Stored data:
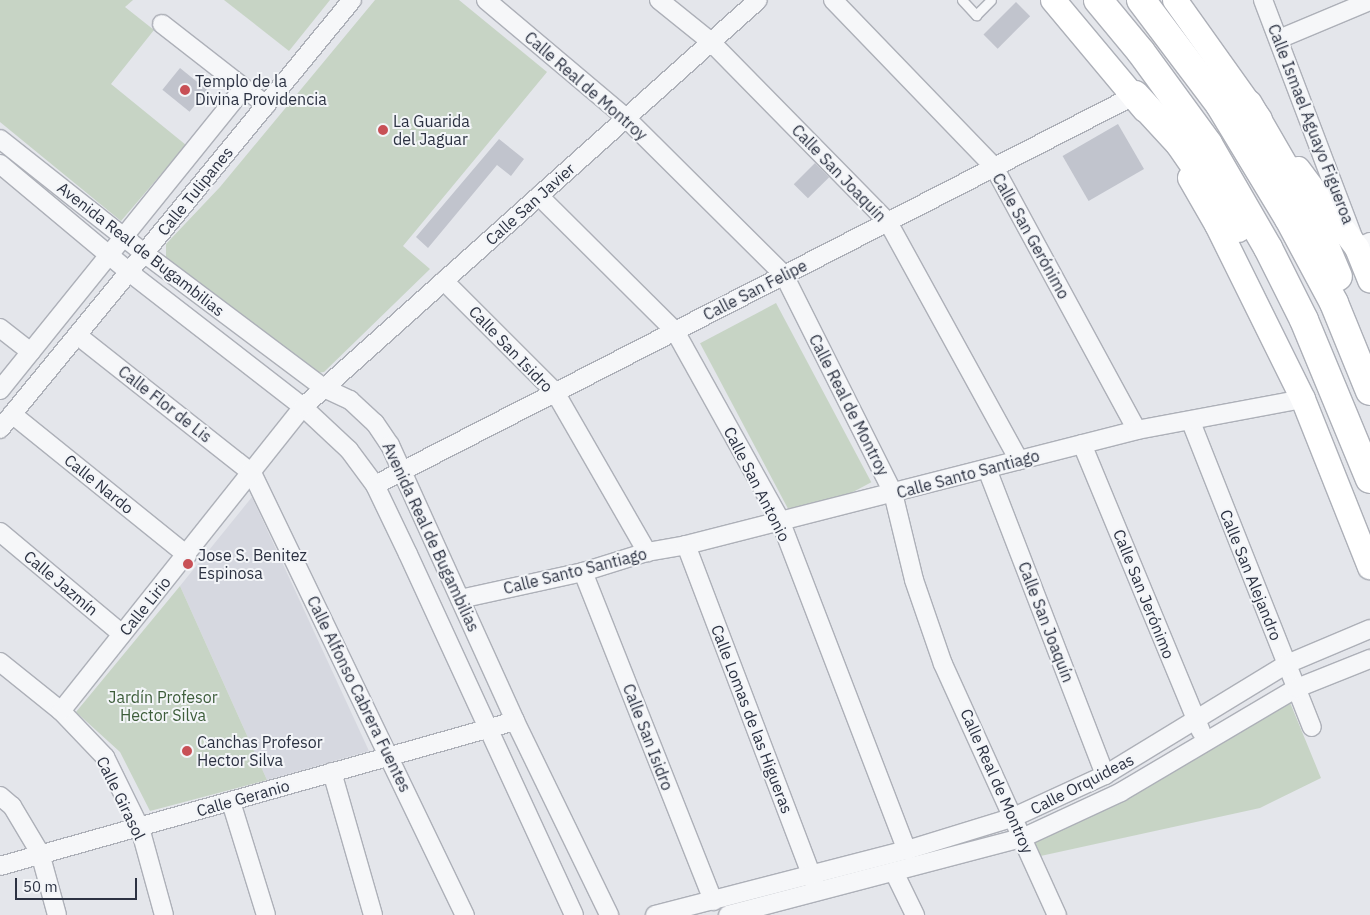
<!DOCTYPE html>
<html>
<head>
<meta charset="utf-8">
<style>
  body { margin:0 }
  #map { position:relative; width:1370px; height:915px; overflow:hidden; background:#e4e6eb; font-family:"IBM Plex Sans",sans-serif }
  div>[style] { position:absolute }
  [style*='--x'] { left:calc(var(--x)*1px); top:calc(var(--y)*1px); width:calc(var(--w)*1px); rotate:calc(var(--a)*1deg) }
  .built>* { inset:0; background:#d6d8e0 }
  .green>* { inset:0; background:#c7d4c5; transform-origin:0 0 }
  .building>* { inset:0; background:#c1c4cd; transform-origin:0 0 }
  .roads { filter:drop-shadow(1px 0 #adb0b8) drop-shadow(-1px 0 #adb0b8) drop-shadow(0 1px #adb0b8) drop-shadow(0 -1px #adb0b8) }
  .lane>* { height:9px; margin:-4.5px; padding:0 4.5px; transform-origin:4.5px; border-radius:4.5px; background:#f6f7f9 }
  .street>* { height:18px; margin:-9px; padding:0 9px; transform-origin:9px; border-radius:9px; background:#f6f7f9 }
  .secondary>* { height:24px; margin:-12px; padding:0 12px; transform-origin:12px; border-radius:12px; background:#fff }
  .highway>* { height:28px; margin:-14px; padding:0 14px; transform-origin:14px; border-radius:14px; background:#fff }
  .dots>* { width:14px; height:14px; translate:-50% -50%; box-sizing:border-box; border:2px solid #f3f5f8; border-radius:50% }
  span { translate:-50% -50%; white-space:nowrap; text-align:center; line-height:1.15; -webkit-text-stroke:4px #f3f5f8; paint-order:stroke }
  .poi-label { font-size:16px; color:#2c3242 }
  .left { translate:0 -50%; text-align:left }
  .street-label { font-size:16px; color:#2c3242 }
  .park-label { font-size:16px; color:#3d5d3a }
  .scale { position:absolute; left:15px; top:878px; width:122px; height:22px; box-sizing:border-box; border:2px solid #2c3242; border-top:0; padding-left:6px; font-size:15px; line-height:18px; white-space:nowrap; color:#2c3242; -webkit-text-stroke:4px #f3f5f8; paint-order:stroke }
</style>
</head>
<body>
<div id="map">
  <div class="built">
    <i style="clip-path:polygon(252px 497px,369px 751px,267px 780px,180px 586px)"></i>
  </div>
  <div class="green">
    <i style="clip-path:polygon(0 0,133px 0,125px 7px,154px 30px,111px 84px,186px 145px,121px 221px,0 122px)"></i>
    <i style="clip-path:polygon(224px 0,330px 0,289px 51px)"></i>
    <i style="clip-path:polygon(375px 0,459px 0,547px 72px,403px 246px,430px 269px,324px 372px,315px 373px,166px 258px,166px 244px,220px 187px)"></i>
    <i style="left:776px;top:303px;width:203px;height:86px;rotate:62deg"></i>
    <i style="clip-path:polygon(180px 586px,267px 780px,150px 811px,120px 752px,76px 712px)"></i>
    <i style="clip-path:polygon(1289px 700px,1321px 778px,1260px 808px,1036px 857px,1031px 844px,1122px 801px)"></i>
  </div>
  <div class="building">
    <i style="left:1016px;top:2px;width:20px;height:46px;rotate:45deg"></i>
    <i style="left:180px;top:68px;width:35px;height:28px;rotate:39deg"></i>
    <i style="left:1118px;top:124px;width:52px;height:64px;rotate:60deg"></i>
    <i style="clip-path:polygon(499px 139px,524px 159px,511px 176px,497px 165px,428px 248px,416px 237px)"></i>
    <i style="left:815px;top:163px;width:20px;height:30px;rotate:45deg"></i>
  </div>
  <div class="roads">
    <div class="lane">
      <i style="--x:962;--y:0;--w:21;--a:47"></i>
      <i style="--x:976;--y:15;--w:21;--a:-45"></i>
    </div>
    <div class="street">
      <i style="--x:486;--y:0;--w:183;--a:40.1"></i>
      <i style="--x:626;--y:118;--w:223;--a:44.8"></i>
      <i style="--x:784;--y:275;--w:244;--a:63.4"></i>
      <i style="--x:893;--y:493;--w:89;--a:76.4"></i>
      <i style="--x:914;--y:580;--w:89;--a:71"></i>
      <i style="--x:943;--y:664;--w:276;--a:65.6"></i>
      <i style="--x:659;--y:0;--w:67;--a:38.9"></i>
      <i style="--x:711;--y:42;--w:252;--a:45.5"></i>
      <i style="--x:888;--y:222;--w:272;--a:61.2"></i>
      <i style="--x:833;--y:0;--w:232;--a:46"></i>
      <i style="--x:994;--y:167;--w:299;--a:61.5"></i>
      <i style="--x:1263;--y:0;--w:265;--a:69.2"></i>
      <i style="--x:1357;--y:248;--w:14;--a:-25"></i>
      <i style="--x:162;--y:24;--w:132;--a:37.9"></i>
      <i style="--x:1279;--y:39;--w:99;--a:-22.7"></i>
      <i style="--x:0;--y:139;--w:184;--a:38.4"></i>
      <i style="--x:144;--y:253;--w:225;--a:36.9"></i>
      <i style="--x:324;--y:388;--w:29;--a:25"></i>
      <i style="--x:350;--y:400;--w:34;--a:43"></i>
      <i style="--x:375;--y:423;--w:27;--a:56"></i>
      <i style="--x:390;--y:445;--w:303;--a:65.6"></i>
      <i style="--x:515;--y:721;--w:216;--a:64.1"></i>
      <i style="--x:0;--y:164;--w:168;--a:39.9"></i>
      <i style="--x:129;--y:272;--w:220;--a:37.8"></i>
      <i style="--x:303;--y:407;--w:63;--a:43.1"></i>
      <i style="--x:349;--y:450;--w:44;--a:53.4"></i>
      <i style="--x:375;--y:485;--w:76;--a:64.4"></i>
      <i style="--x:408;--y:554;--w:397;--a:65.3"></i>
      <i style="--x:539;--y:196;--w:192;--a:44.8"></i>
      <i style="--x:675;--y:331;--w:216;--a:60.9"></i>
      <i style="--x:780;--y:520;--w:354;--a:69"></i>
      <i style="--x:444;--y:281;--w:157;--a:45"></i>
      <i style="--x:555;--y:392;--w:185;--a:60.1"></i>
      <i style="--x:0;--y:328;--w:39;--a:38"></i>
      <i style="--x:77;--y:335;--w:223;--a:38.3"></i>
      <i style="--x:252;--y:473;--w:491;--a:64.3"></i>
      <i style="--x:0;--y:390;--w:388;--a:-51.1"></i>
      <i style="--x:12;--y:414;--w:225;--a:38.9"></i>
      <i style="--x:1191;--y:422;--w:328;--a:68.4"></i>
      <i style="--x:0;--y:429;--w:555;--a:-50.63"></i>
      <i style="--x:1082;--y:444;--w:311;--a:67.5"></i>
      <i style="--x:987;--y:469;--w:328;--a:68.9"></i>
      <i style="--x:375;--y:485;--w:854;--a:-27.16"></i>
      <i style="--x:0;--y:532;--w:159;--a:39.9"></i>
      <i style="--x:686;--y:545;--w:364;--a:69.2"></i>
      <i style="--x:583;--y:572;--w:354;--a:68.4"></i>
      <i style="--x:460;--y:599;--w:126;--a:-12.4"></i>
      <i style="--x:583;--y:572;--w:67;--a:-17.4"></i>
      <i style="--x:647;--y:552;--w:40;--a:-10"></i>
      <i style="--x:686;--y:545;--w:465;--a:-14.3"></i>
      <i style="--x:1137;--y:430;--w:169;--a:-10.6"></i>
      <i style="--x:0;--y:662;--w:78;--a:38.8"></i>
      <i style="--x:61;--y:711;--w:64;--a:46.3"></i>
      <i style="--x:105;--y:757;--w:79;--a:63.8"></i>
      <i style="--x:140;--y:828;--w:90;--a:74.6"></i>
      <i style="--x:61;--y:711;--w:389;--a:-51.5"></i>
      <i style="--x:303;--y:407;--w:610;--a:-41.81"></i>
      <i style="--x:332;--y:772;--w:149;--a:74"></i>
      <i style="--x:0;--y:796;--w:16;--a:40"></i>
      <i style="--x:12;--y:806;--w:55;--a:59.2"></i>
      <i style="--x:40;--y:853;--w:64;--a:74.7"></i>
      <i style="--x:231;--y:802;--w:118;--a:72.8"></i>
      <i style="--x:0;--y:866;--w:535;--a:-15.72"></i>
      <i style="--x:895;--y:874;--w:46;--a:64"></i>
      <i style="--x:655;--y:915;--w:260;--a:-14.5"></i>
      <i style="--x:907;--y:850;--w:112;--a:-17.1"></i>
      <i style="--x:1014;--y:817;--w:100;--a:-24.8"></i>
      <i style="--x:1105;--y:775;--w:213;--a:-31.4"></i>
      <i style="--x:1287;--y:664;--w:90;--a:-22.9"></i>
      <i style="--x:728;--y:915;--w:304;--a:-14.7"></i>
      <i style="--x:1022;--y:838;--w:109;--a:-24.9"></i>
      <i style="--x:1121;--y:792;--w:204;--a:-30.6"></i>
      <i style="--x:1297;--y:688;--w:79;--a:-21.7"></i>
    </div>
    <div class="secondary">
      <i style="--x:1053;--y:0;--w:143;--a:50.1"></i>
      <i style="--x:1175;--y:0;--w:146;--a:54.5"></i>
      <i style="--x:1298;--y:169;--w:99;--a:53.2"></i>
      <i style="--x:1357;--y:248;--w:35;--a:68"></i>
      <i style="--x:1190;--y:178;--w:54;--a:60.1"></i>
      <i style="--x:1217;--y:225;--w:194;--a:63.7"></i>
      <i style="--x:1303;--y:399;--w:181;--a:68.3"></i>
    </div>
    <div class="highway">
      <i style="--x:1098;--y:0;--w:67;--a:50.4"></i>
      <i style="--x:1141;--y:52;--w:114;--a:53.9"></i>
      <i style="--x:1208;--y:144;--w:120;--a:60"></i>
      <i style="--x:1268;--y:248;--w:80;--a:63.4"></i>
      <i style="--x:1304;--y:320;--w:172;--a:67.5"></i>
      <i style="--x:1141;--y:0;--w:131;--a:53"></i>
      <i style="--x:1220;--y:105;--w:133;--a:58.8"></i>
      <i style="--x:1289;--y:219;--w:95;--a:61.8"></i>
      <i style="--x:1334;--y:303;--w:95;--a:67.8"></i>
      <i style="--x:1135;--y:95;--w:67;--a:47.4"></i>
      <i style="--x:1180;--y:144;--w:102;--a:55.4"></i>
      <i style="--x:1248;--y:104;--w:126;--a:60"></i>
      <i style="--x:1311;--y:213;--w:69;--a:67.1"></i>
    </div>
  </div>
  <div class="dots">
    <i style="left:185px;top:90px;background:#c85056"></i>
    <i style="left:383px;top:130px;background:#c85056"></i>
    <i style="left:188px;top:564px;background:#c85056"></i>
    <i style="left:187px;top:751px;background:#c85056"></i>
  </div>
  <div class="poi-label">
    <span class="left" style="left:195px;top:90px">Templo de la<br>Divina Providencia</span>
    <span class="left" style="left:393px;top:130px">La Guarida<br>del Jaguar</span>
    <span class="left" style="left:198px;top:564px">Jose S. Benitez<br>Espinosa</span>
    <span class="left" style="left:197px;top:751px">Canchas Profesor<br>Hector Silva</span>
  </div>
  <div class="street-label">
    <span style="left:586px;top:86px;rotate:41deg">Calle Real de Montroy</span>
    <span style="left:1311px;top:124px;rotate:69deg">Calle Ismael Aguayo Figueroa</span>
    <span style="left:839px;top:173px;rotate:46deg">Calle San Joaquín</span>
    <span style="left:195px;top:191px;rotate:-51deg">Calle Tulipanes</span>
    <span style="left:530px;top:204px;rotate:-42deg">Calle San Javier</span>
    <span style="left:1031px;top:236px;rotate:61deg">Calle San Gerónimo</span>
    <span style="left:141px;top:249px;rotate:38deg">Avenida Real de Bugambilias</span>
    <span style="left:755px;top:290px;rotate:-27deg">Calle San Felipe</span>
    <span style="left:511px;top:349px;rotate:46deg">Calle San Isidro</span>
    <span style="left:165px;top:404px;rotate:38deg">Calle Flor de Lis</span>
    <span style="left:849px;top:405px;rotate:63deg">Calle Real de Montroy</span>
    <span style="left:968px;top:474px;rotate:-15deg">Calle Santo Santiago</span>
    <span style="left:99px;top:484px;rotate:39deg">Calle Nardo</span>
    <span style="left:757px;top:484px;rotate:63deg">Calle San Antonio</span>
    <span style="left:431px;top:537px;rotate:65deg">Avenida Real de Bugambilias</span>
    <span style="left:575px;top:571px;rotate:-14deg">Calle Santo Santiago</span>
    <span style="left:1251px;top:575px;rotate:68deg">Calle San Alejandro</span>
    <span style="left:61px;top:583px;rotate:40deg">Calle Jazmín</span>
    <span style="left:1144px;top:594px;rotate:68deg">Calle San Jerónimo</span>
    <span style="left:145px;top:606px;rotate:-51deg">Calle Lirio</span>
    <span style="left:1046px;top:622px;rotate:69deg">Calle San Joaquín</span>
    <span style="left:359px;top:694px;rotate:64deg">Calle Alfonso Cabrera Fuentes</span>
    <span style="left:752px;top:719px;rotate:69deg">Calle Lomas de las Higueras</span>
    <span style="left:648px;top:737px;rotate:69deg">Calle San Isidro</span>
    <span style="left:997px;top:781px;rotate:66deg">Calle Real de Montroy</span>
    <span style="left:1082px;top:784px;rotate:-27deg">Calle Orquideas</span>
    <span style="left:121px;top:798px;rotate:64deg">Calle Girasol</span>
    <span style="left:243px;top:798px;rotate:-16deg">Calle Geranio</span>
  </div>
  <div class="park-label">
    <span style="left:163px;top:706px">Jardín Profesor<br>Hector Silva</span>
  </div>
  <div class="scale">50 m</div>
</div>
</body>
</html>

• [Problem requirements] Say how many lines of the entries above include the word "green", giving the number alone.

• [Expected output] 2